Es una metodología o práctica nacida en Francia en la década de los 70, está basada en el concepto de psicomotricidad, proceso de maduración que corresponde a un periodo del desarrollo infantil en el cual la sensoriomotricidad es inseparable de la génesis de los procesos psíquicos conscientes e inconscientes, es decir, con la generación del pensamiento. En dicho periodo el niño necesita del movimiento para poder pensar, o incluso, en momentos tempranos, la propia acción se identifica como pensamiento; estadío básico para el desarrollo de la personalidad, de la futura manera de pensar y actuar, por lo que es vital la creación de un marco metodológico y pedagógico adecuado para que el movimiento pueda desarrollar el pensamiento.
 Bernard Aucouturier ideó este marco para la práctica de la psicomotricidad en las escuelas infantiles, lo que hoy conocemos como Práctica Psicomotriz Educativa, tanto él como algunos de sus predecesores establecieron la existencia de una relación consistente entre el movimiento y el desarrollo de la cognición, y que la educación del movimiento no sirve sólo para el entrenamiento del mismo, para el placer o para la salud física. Cuerpo y mente se unen en la psicomotricidad de manera que los contenidos motrices se convierten en medios para el desarrollo de funciones superiores como el pensamiento, la comunicación, la afectividad o la creatividad.

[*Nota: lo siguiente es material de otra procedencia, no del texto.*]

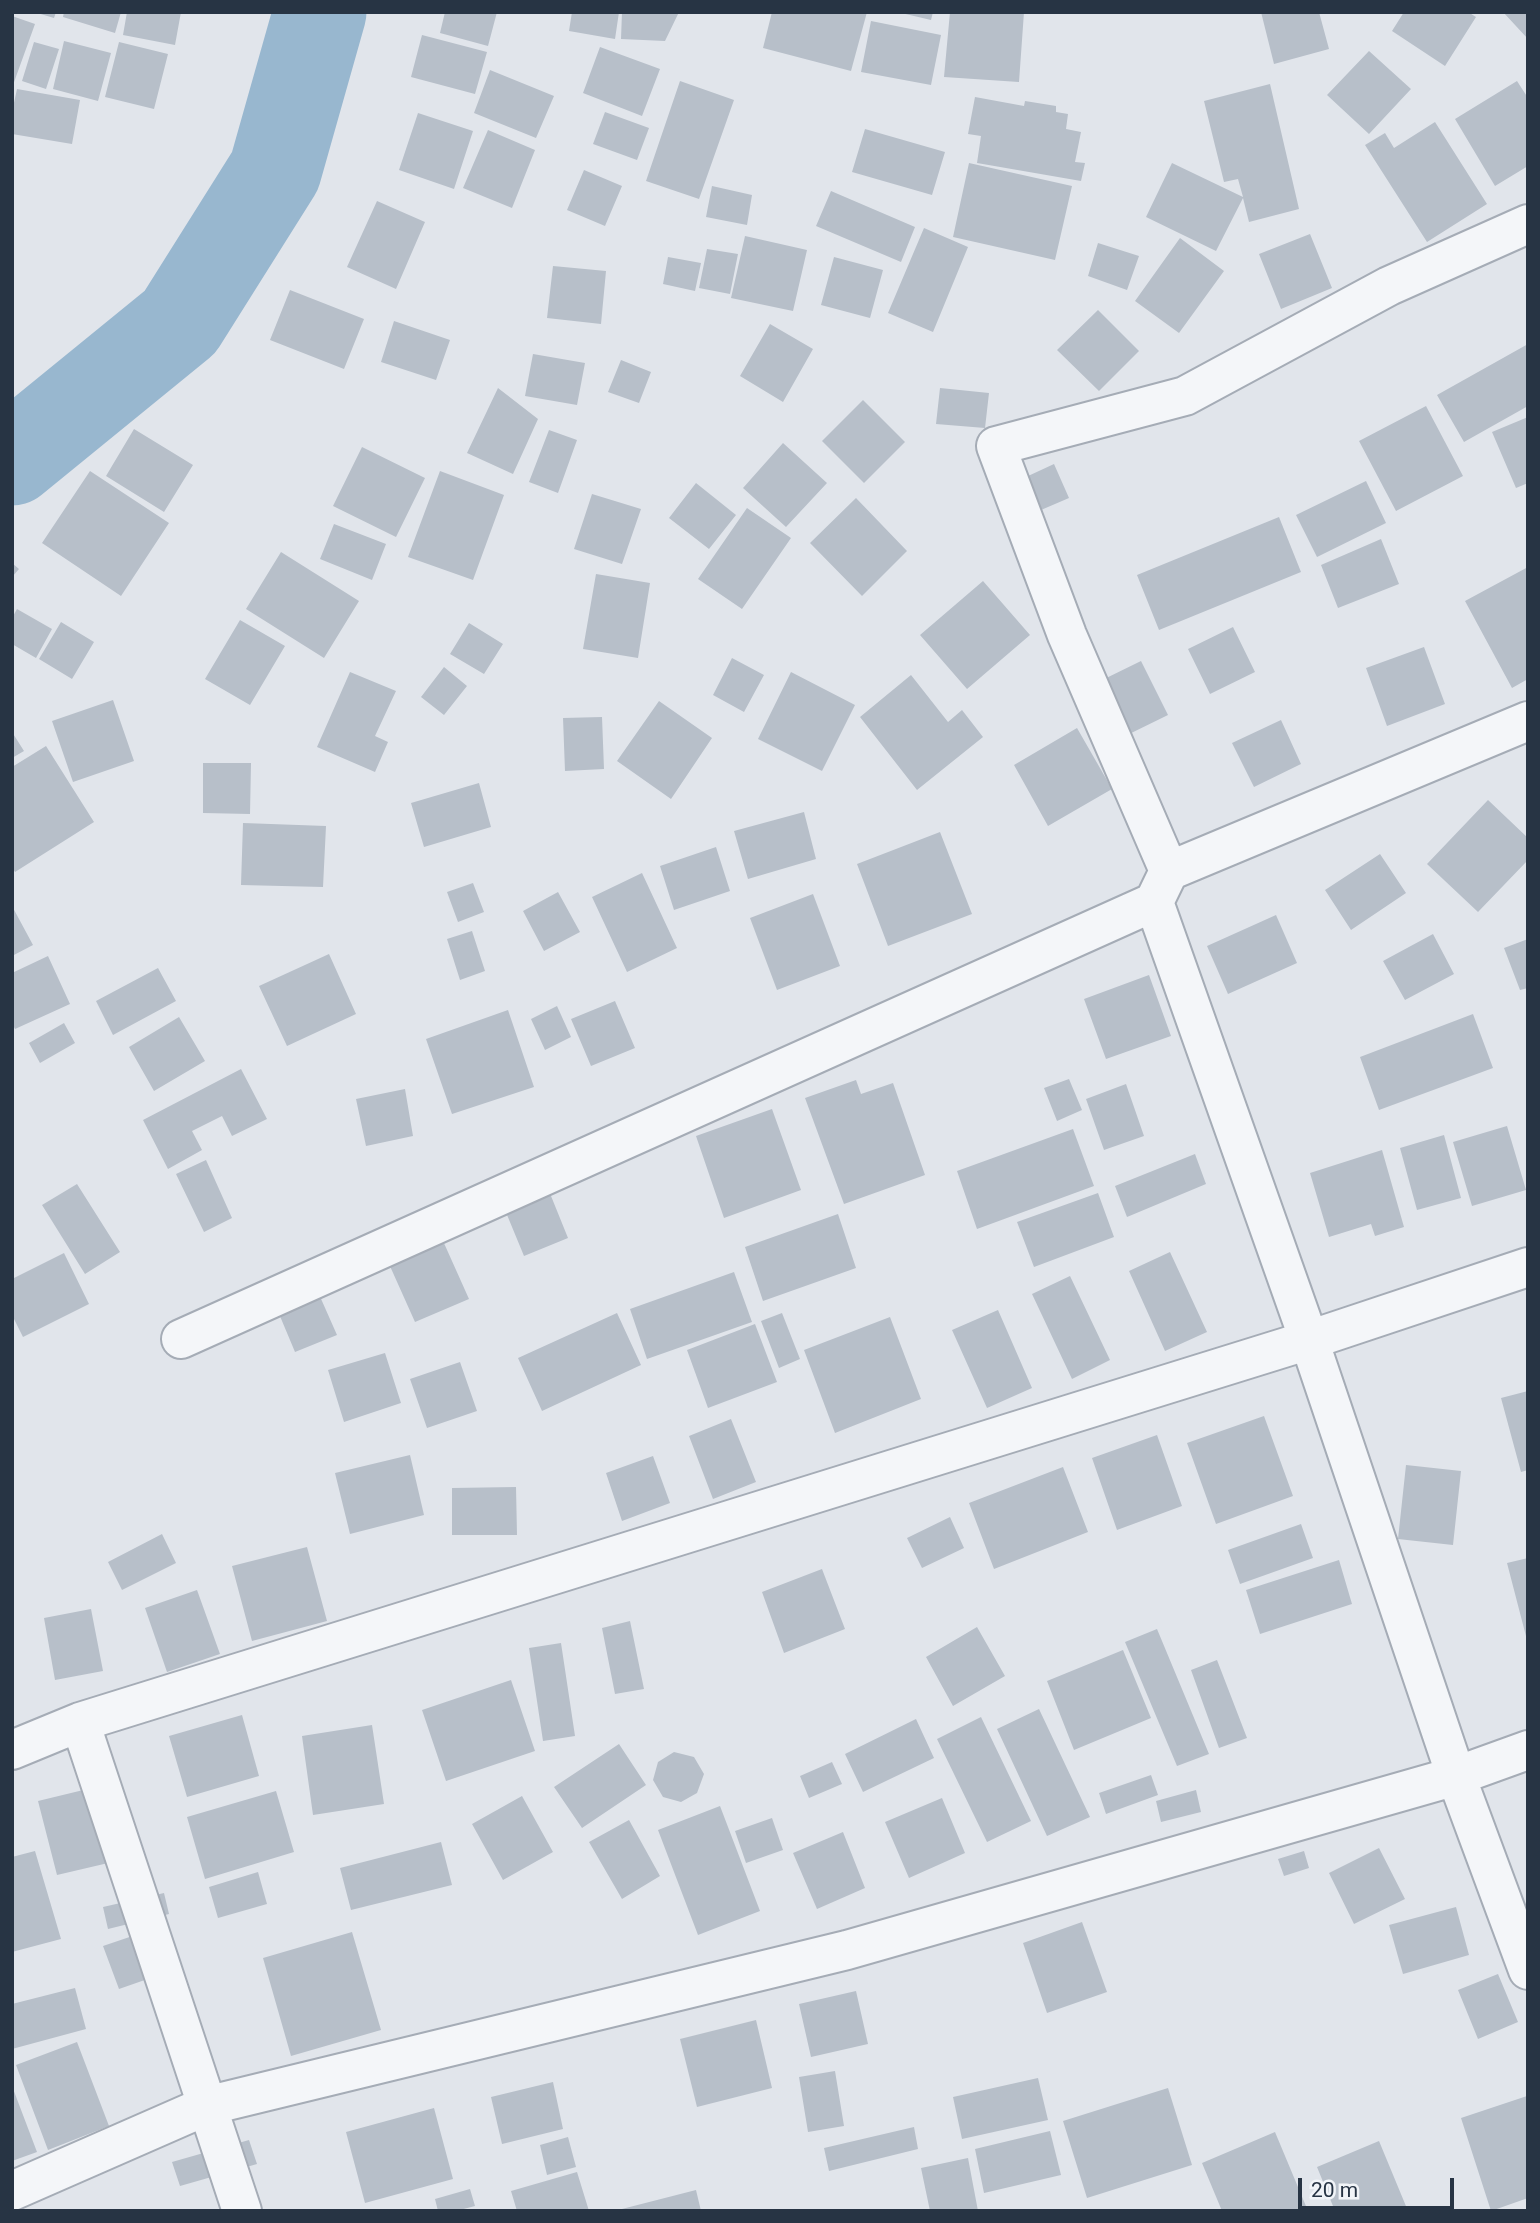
<!DOCTYPE html>
<html>
<head>
<meta charset="utf-8">
<style>
  body { margin:0 }
  #map { position:relative; width:1540px; height:2223px; overflow:hidden; background:#e1e5eb; font-family:Roboto,sans-serif }
  canvas { display:block }
  .frame { position:absolute; inset:0; border:14px solid #273444; pointer-events:none }
  .scale { position:absolute; left:1298px; top:2178px; width:156px; height:32px; box-sizing:border-box; border:4px solid #273444; border-top:0; padding-left:9px; font-size:21px; line-height:24px; white-space:nowrap; color:#273444; -webkit-text-stroke:5px #f1f4f8; paint-order:stroke }
</style>
</head>
<body>
<div id="map">
<canvas width="1540" height="2223"></canvas>
<div class="frame"></div>
<div class="scale">20 m</div>
</div>
<script>
const context = document.querySelector('canvas').getContext('2d');
context.lineJoin = 'round';
function trace(path, color, width, dash) {
  context.strokeStyle = color;
  context.lineWidth = width;
  context.lineCap = dash ? 'butt' : 'round';
  context.setLineDash(dash || []);
  context.stroke(path);
}
function paint(path, color) {
  context.fillStyle = color;
  context.fill(path, 'evenodd');
}
trace(new Path2D(`
  M12,459L180,322L275,171L320,12`), '#98b7cf', 93);
paint(new Path2D(`
  M34,12H56L54,18Z
  M64,12H121L115,33L63,17Z
  M127,12H181L175,45L123,35Z
  M445,12H497L488,46L440,33Z
  M572,12H619L615,39L569,31Z
  M622,12H679L665,41L621,39Z
  M772,12H867L851,71L763,48Z
  M897,12H933L931,20Z
  M950,12H1024L1019,82L944,77Z
  M1261,12H1319L1329,49L1274,64Z
  M1404,12H1468L1476,17L1445,66L1392,31Z
  M1503,12H1528V39Z
  M12,16L35,24L13,85H12Z
  M871,21L941,35L931,85L861,72Z
  M422,35L487,52L475,94L411,77Z
  M64,41L111,53L98,101L53,89Z
  M34,42L59,49L46,89L22,81Z
  M119,42L168,54L154,109L105,97Z
  M600,47L660,69L642,116L583,93Z
  M1369,51L1411,89L1369,134L1327,95Z
  M490,70L554,96L536,138L474,113Z
  M680,81L734,100L699,199L646,181Z
  M1517,81L1528,98V166L1495,186L1455,119Z
  M1270,84L1299,209L1249,222L1243,198L1216,251L1146,217L1172,163L1243,197L1238,179L1224,182L1204,101Z
  M17,89L80,100L72,144L12,134V112Z
  M975,97L1024,106L1025,101L1056,106V112L1068,114L1066,129L1081,132L1075,162L1085,163L1081,181L977,163L981,136L968,134Z
  M605,112L649,128L637,160L593,144Z
  M418,113L473,131L454,189L399,170Z
  M1435,122L1487,204L1427,242L1365,145L1385,133L1394,148Z
  M865,129L945,152L932,195L852,172Z
  M488,130L535,150L512,208L463,188Z
  M969,163L1072,186L1055,260L953,237Z
  M584,170L622,186L605,226L567,210Z
  M712,186L752,195L747,225L706,217Z
  M831,191L915,227L901,262L816,226Z
  M377,201L425,222L396,289L347,267Z
  M924,228L968,247L933,332L888,313Z
  M1310,234L1332,288L1281,309L1259,254Z
  M745,236L807,250L793,311L731,298Z
  M1180,238L1224,271L1179,333L1135,301Z
  M1098,243L1139,256L1127,290L1088,276Z
  M707,249L738,254L730,294L699,288Z
  M668,257L701,263L695,291L663,284Z
  M834,257L883,270L870,318L821,305Z
  M553,266L606,271L601,324L547,318Z
  M290,290L364,319L344,369L270,340Z
  M1098,310L1139,351L1099,391L1057,350Z
  M394,321L450,340L436,380L381,362Z
  M770,324L813,349L783,402L740,376Z
  M1528,344V406L1464,442L1437,395Z
  M533,354L585,363L577,405L525,396Z
  M621,360L651,372L639,403L608,392Z
  M498,388L538,419L513,474L467,453Z
  M940,388L989,393L985,428L936,424Z
  M863,400L905,442L864,483L822,441Z
  M1426,406L1463,476L1396,511L1359,441Z
  M1528,417V483L1516,488L1492,432Z
  M134,429L193,465L164,512L106,476Z
  M549,430L577,440L558,493L529,482Z
  M783,443L827,483L786,527L743,488Z
  M362,447L425,478L396,537L333,506Z
  M1054,464L1069,498L1027,516L1013,483Z
  M90,471L169,523L121,596L42,543Z
  M440,471L504,495L473,580L408,557Z
  M1366,481L1386,523L1317,557L1296,515Z
  M696,483L736,515L709,549L669,518Z
  M592,494L641,509L622,564L574,549Z
  M856,498L907,551L862,596L810,543Z
  M747,508L791,538L742,609L698,579Z
  M1279,517L1301,572L1159,630L1137,575Z
  M334,524L386,544L372,580L320,559Z
  M1381,539L1399,584L1338,608L1321,565Z
  M281,552L359,601L324,658L246,609Z
  M12,563L19,569L12,577Z
  M1528,567V679L1512,688L1465,601Z
  M596,574L650,583L638,658L583,649Z
  M983,581L1030,635L967,689L920,635Z
  M17,609L52,629L36,658L12,644V618Z
  M240,620L285,646L250,705L205,679Z
  M61,622L94,642L72,679L39,659Z
  M469,623L503,644L484,674L450,654Z
  M1233,627L1255,672L1210,694L1188,649Z
  M1424,647L1445,704L1387,726L1366,668Z
  M732,658L764,675L744,712L713,695Z
  M1141,661L1168,715L1119,739L1092,685Z
  M444,667L467,686L444,715L421,697Z
  M350,672L396,691L375,736L388,742L375,772L317,747Z
  M791,672L855,705L822,771L758,739Z
  M911,675L948,722L962,710L983,737L917,790L860,717Z
  M113,700L134,761L73,782L52,721Z
  M659,701L712,738L671,799L617,761Z
  M602,717L604,769L565,771L563,718Z
  M1281,720L1301,764L1254,787L1232,743Z
  M1077,728L1112,789L1048,826L1014,765Z
  M12,732L24,751L12,758Z
  M46,746L94,822L15,872L12,867V767Z
  M203,763H251L250,814L203,813Z
  M479,783L491,827L424,847L411,803Z
  M1488,800L1528,838V860L1478,912L1427,864Z
  M804,812L816,859L748,879L734,831Z
  M243,823L326,826L323,887L241,885Z
  M940,832L972,914L888,946L857,864Z
  M716,847L730,891L674,910L660,866Z
  M1380,854L1406,893L1351,930L1325,890Z
  M642,873L677,948L627,972L592,897Z
  M473,883L484,912L458,922L447,892Z
  M558,892L580,932L544,951L523,911Z
  M813,894L840,966L777,990L750,918Z
  M12,906L33,945L12,956Z
  M1276,915L1297,963L1228,994L1207,946Z
  M472,931L485,971L460,980L447,939Z
  M1433,934L1454,974L1405,1000L1383,961Z
  M1528,939V988L1520,990L1504,948Z
  M329,954L356,1014L287,1046L259,986Z
  M48,956L70,1004L15,1029L12,1023V973Z
  M158,968L176,1001L113,1035L96,1001Z
  M1149,975L1171,1036L1106,1059L1084,999Z
  M615,1001L635,1048L591,1066L571,1019Z
  M557,1006L571,1037L545,1050L531,1019Z
  M508,1010L534,1087L452,1114L426,1039Z
  M1473,1014L1493,1068L1379,1110L1360,1057Z
  M179,1017L205,1061L154,1091L129,1047Z
  M64,1023L75,1043L40,1063L29,1043Z
  M241,1069L267,1119L232,1136L222,1116L192,1131L202,1150L168,1169L143,1120Z
  M1069,1079L1082,1110L1057,1121L1044,1088Z
  M856,1080L861,1094L893,1083L925,1175L844,1204L805,1098Z
  M1126,1084L1144,1136L1104,1150L1086,1099Z
  M405,1089L413,1136L366,1146L356,1099Z
  M772,1109L801,1190L724,1218L696,1136Z
  M1507,1126L1526,1190L1472,1206L1453,1142Z
  M1073,1129L1094,1186L977,1229L957,1171Z
  M1444,1135L1461,1198L1417,1210L1400,1148Z
  M1382,1150L1404,1227L1375,1236L1371,1224L1329,1237L1310,1173Z
  M1195,1154L1206,1184L1127,1217L1115,1186Z
  M206,1160L232,1218L204,1232L176,1174Z
  M77,1184L120,1252L85,1274L42,1205Z
  M549,1191L568,1238L524,1256L505,1210Z
  M1098,1193L1114,1237L1034,1267L1017,1222Z
  M838,1214L856,1268L763,1301L745,1247Z
  M439,1232L469,1299L415,1322L385,1255Z
  M1170,1252L1207,1332L1165,1351L1129,1271Z
  M64,1253L89,1304L23,1337L12,1315V1279Z
  M734,1272L752,1322L647,1359L630,1309Z
  M1070,1276L1110,1360L1072,1379L1032,1294Z
  M318,1292L337,1335L295,1352L277,1309Z
  M998,1310L1032,1388L987,1408L952,1330Z
  M617,1313L641,1365L542,1411L518,1358Z
  M782,1313L800,1359L779,1368L761,1321Z
  M890,1317L921,1399L835,1433L804,1350Z
  M755,1324L777,1382L708,1408L687,1350Z
  M385,1353L401,1403L344,1422L328,1370Z
  M460,1362L477,1411L427,1428L410,1379Z
  M1528,1391V1470L1521,1472L1501,1398Z
  M1264,1416L1293,1496L1216,1524L1187,1443Z
  M731,1419L756,1482L713,1499L689,1436Z
  M1157,1435L1182,1506L1117,1530L1092,1458Z
  M410,1455L424,1515L350,1534L335,1473Z
  M653,1456L670,1503L622,1521L606,1473Z
  M1406,1465L1461,1471L1453,1545L1398,1539Z
  M1063,1467L1088,1532L994,1569L969,1503Z
  M516,1487L517,1535H452V1488Z
  M950,1517L964,1548L922,1568L907,1538Z
  M1301,1524L1313,1558L1240,1584L1228,1550Z
  M162,1534L176,1563L122,1590L108,1562Z
  M307,1547L327,1621L252,1641L232,1566Z
  M1528,1558V1639L1527,1640L1507,1563Z
  M1339,1560L1352,1604L1260,1634L1246,1590Z
  M822,1569L845,1629L784,1653L762,1592Z
  M197,1590L220,1654L167,1672L145,1608Z
  M91,1609L103,1671L55,1680L44,1618Z
  M630,1621L644,1689L615,1694L602,1628Z
  M977,1627L1005,1676L953,1706L926,1657Z
  M1157,1629L1209,1754L1177,1766L1125,1642Z
  M561,1643L575,1736L543,1741L529,1648Z
  M1123,1650L1151,1718L1074,1750L1047,1681Z
  M1217,1660L1247,1738L1219,1748L1191,1670Z
  M511,1680L535,1751L446,1781L422,1710Z
  M1039,1709L1090,1817L1047,1836L997,1729Z
  M242,1715L259,1776L187,1797L169,1736Z
  M981,1717L1031,1821L987,1842L937,1739Z
  M916,1719L934,1758L863,1792L845,1754Z
  M372,1725L384,1804L313,1815L302,1736Z
  M619,1744L646,1785L582,1828L554,1787Z
  M674,1752L694,1757L704,1774L697,1793L681,1802L663,1797L653,1780L658,1762Z
  M832,1762L842,1784L809,1798L800,1776Z
  M1151,1775L1158,1795L1106,1814L1099,1793Z
  M104,1785L121,1860L57,1875L38,1801Z
  M1196,1790L1201,1812L1161,1822L1156,1801Z
  M276,1791L294,1852L205,1879L187,1817Z
  M522,1796L553,1852L503,1880L472,1824Z
  M942,1798L965,1853L909,1878L885,1822Z
  M720,1806L760,1911L698,1935L658,1830Z
  M772,1818L783,1850L746,1863L735,1831Z
  M629,1820L660,1876L622,1899L589,1842Z
  M843,1832L865,1888L817,1909L793,1853Z
  M441,1842L452,1885L351,1910L340,1868Z
  M1379,1848L1405,1899L1354,1924L1329,1873Z
  M35,1851L61,1939L12,1952V1857Z
  M1304,1851L1309,1868L1284,1876L1278,1859Z
  M258,1872L267,1904L218,1918L209,1887Z
  M164,1893L169,1914L108,1929L103,1907Z
  M1456,1907L1469,1955L1403,1974L1389,1925Z
  M1082,1922L1107,1992L1047,2013L1023,1943Z
  M168,1924L182,1967L119,1989L103,1946Z
  M352,1932L381,2030L291,2056L263,1958Z
  M1498,1974L1518,2022L1478,2039L1458,1990Z
  M75,1988L86,2029L12,2049V2004Z
  M856,1991L868,2044L811,2057L799,2004Z
  M756,2020L772,2088L697,2107L680,2039Z
  M77,2042L109,2126L48,2150L16,2065Z
  M835,2071L844,2126L808,2132L799,2077Z
  M1038,2078L1048,2120L962,2139L953,2097Z
  M553,2082L563,2129L502,2144L491,2097Z
  M12,2086L37,2152L12,2161Z
  M1168,2088L1192,2165L1087,2198L1063,2121Z
  M1527,2096L1528,2198L1491,2211L1461,2118Z
  M434,2108L453,2179L365,2203L346,2132Z
  M914,2127L918,2149L829,2171L824,2148Z
  M1050,2131L1061,2175L984,2193L975,2149Z
  M1275,2132L1308,2211H1222L1202,2163Z
  M568,2137L576,2167L547,2175L540,2145Z
  M249,2140L257,2164L180,2186L172,2162Z
  M1379,2141L1408,2211H1335L1317,2167Z
  M968,2158L978,2211H930L921,2168Z
  M577,2172L589,2211H517L511,2191Z
  M470,2189L475,2206L456,2211H438L435,2199Z
  M696,2190L701,2211H618V2210Z`), '#b7bfc9');
const minor = new Path2D(`
  M1169,871L1067,635L996,446L1185,396L1389,286L1528,224
  M1154,902L1309,1340L1456,1776L1528,1970
  M181,1339L1154,902L1169,871L1528,721
  M80,1722L242,2211
  M12,1750L80,1722L1309,1340L1528,1267
  M12,2191L206,2106L847,1950L1456,1776L1528,1750`);
trace(minor, '#a5acb6', 42);
trace(minor, '#f4f6f9', 38);
</script>
</body>
</html>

 Por tanto, hemos de pensar en la Práctica Psicomotriz como una metodología que favorece que el niño experimente a través del movimiento, perciba su propio cuerpo y construya su propia identidad, facilitando el estímulo de los procesos que abren a la comunicación, la expresión, a la simbolización y a la descentración, factores todos ellos necesarios para acceder al pensamiento operacional.
De la misma manera que las actividades físicas que se practican habitualmente en la etapa de primaria no tienen cabida en la psicomotricidad infantil, esta práctica psicomotriz tampoco tendría sentido en el momento en el que los niños ya han superado el estadio preoperacional.

 Los objetivos de esta psicomotricidad o práctica psicomotriz:

Ayudar a los niños en su desarrollo de la función simbólica (es decir, de la capacidad de representación).
Favorecer el desarrollo de los procesos de segurización y de descentración indispensables para acceder al pensamiento operatorio y al placer de pensar, todo ello a partir del placer que les proporciona el movimiento y el juego libre. Constituyendose esta práctica psicomotriz como una práctica preventiva y educativa, uno de los medios fundamentales para ayudar al niño a vivir más armónicamente su itinerario madurativo.
Así, se hace necesaria la implantación de un marco metodológico que haga todo esto posible. Ante ello, Bernard Aucouturier ofrece una solución en forma de itinerario que el niño recorre hacia su maduración mental, y además propone un recorrido ajustado al proceso madurativo de cada niño, para lo que se establece una distribución de espacios en la sala de psicomotricidad, la diferenciación de una serie de momentos o fases mediante ciertas estrategias que dirigirán las sesiones, y unas actitudes concretas por parte del psicomotricista, todo ello dirigido a favorecer el paso “del placer de hacer al placer de pensar”, en palabras del señor Aucouturier.